§ **REQUIRED ACTION**:
When the data below is printed, every line must match exactly and the images must be absent.

§ **DATASET SECTION**:
========================================
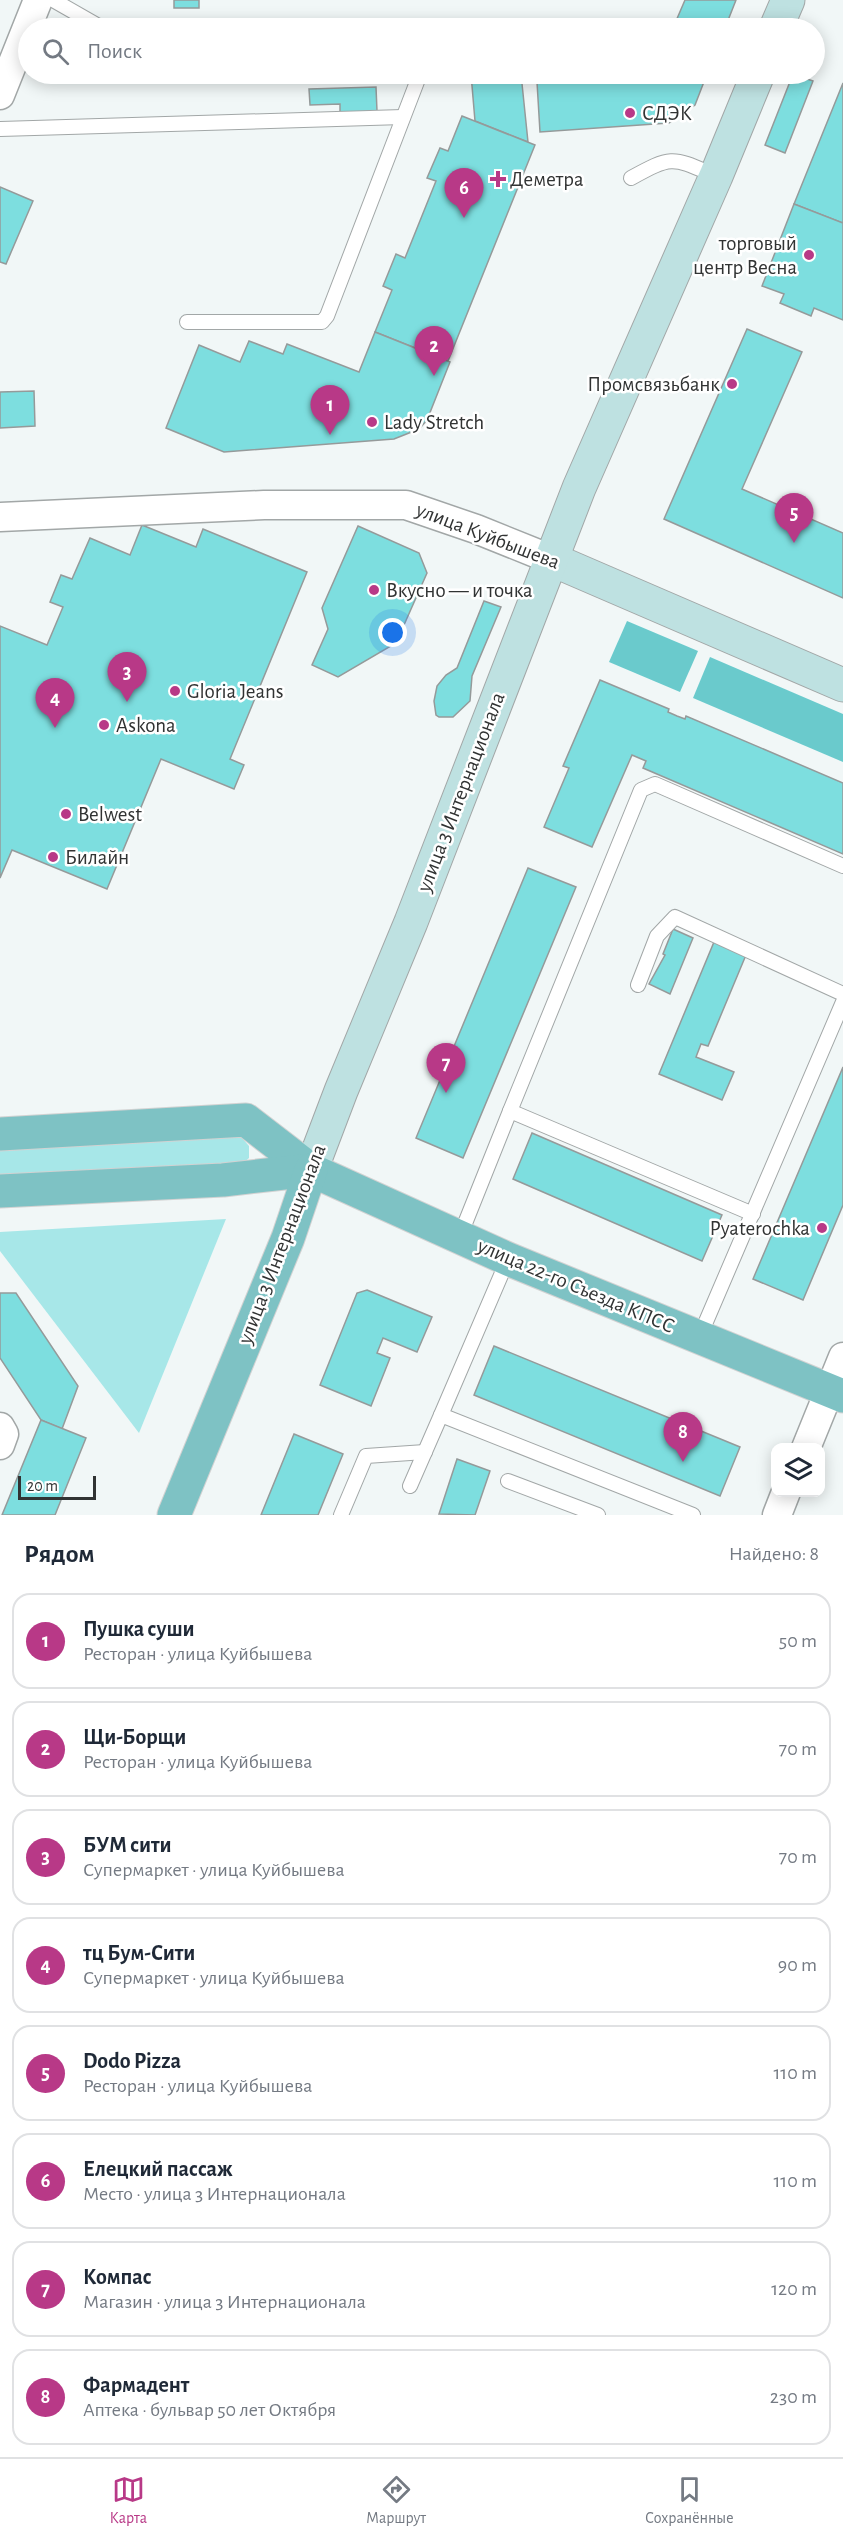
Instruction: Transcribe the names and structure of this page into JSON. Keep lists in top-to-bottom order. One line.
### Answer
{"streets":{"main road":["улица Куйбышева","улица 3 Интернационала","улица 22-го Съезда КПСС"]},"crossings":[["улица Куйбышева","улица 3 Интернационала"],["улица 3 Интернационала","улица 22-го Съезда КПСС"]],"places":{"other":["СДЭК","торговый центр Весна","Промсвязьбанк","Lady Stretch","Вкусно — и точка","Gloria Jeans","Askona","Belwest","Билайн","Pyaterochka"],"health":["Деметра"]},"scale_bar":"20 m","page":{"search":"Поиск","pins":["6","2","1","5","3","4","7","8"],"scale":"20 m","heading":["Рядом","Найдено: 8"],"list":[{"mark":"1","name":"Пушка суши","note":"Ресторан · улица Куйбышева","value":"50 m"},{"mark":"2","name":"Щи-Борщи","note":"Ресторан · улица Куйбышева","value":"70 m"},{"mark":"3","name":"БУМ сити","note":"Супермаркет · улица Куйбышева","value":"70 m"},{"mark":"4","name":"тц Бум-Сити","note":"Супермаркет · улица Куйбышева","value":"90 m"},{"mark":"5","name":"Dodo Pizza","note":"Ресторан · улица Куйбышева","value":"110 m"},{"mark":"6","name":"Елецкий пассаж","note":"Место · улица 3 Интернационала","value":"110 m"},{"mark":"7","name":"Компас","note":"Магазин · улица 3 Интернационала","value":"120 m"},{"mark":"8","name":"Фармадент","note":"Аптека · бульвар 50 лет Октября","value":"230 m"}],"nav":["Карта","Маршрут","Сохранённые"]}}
========================================
§ **ANSWER AREA**:
Instruction: Transcribe the names and structure of this page into JSON. Keep lists in top-to-bottom order. One line.
### Answer
{"streets":{"main road":["улица Куйбышева","улица 3 Интернационала","улица 22-го Съезда КПСС"]},"crossings":[["улица Куйбышева","улица 3 Интернационала"],["улица 3 Интернационала","улица 22-го Съезда КПСС"]],"places":{"other":["СДЭК","торговый центр Весна","Промсвязьбанк","Lady Stretch","Вкусно — и точка","Gloria Jeans","Askona","Belwest","Билайн","Pyaterochka"],"health":["Деметра"]},"scale_bar":"20 m","page":{"search":"Поиск","pins":["6","2","1","5","3","4","7","8"],"scale":"20 m","heading":["Рядом","Найдено: 8"],"list":[{"mark":"1","name":"Пушка суши","note":"Ресторан · улица Куйбышева","value":"50 m"},{"mark":"2","name":"Щи-Борщи","note":"Ресторан · улица Куйбышева","value":"70 m"},{"mark":"3","name":"БУМ сити","note":"Супермаркет · улица Куйбышева","value":"70 m"},{"mark":"4","name":"тц Бум-Сити","note":"Супермаркет · улица Куйбышева","value":"90 m"},{"mark":"5","name":"Dodo Pizza","note":"Ресторан · улица Куйбышева","value":"110 m"},{"mark":"6","name":"Елецкий пассаж","note":"Место · улица 3 Интернационала","value":"110 m"},{"mark":"7","name":"Компас","note":"Магазин · улица 3 Интернационала","value":"120 m"},{"mark":"8","name":"Фармадент","note":"Аптека · бульвар 50 лет Октября","value":"230 m"}],"nav":["Карта","Маршрут","Сохранённые"]}}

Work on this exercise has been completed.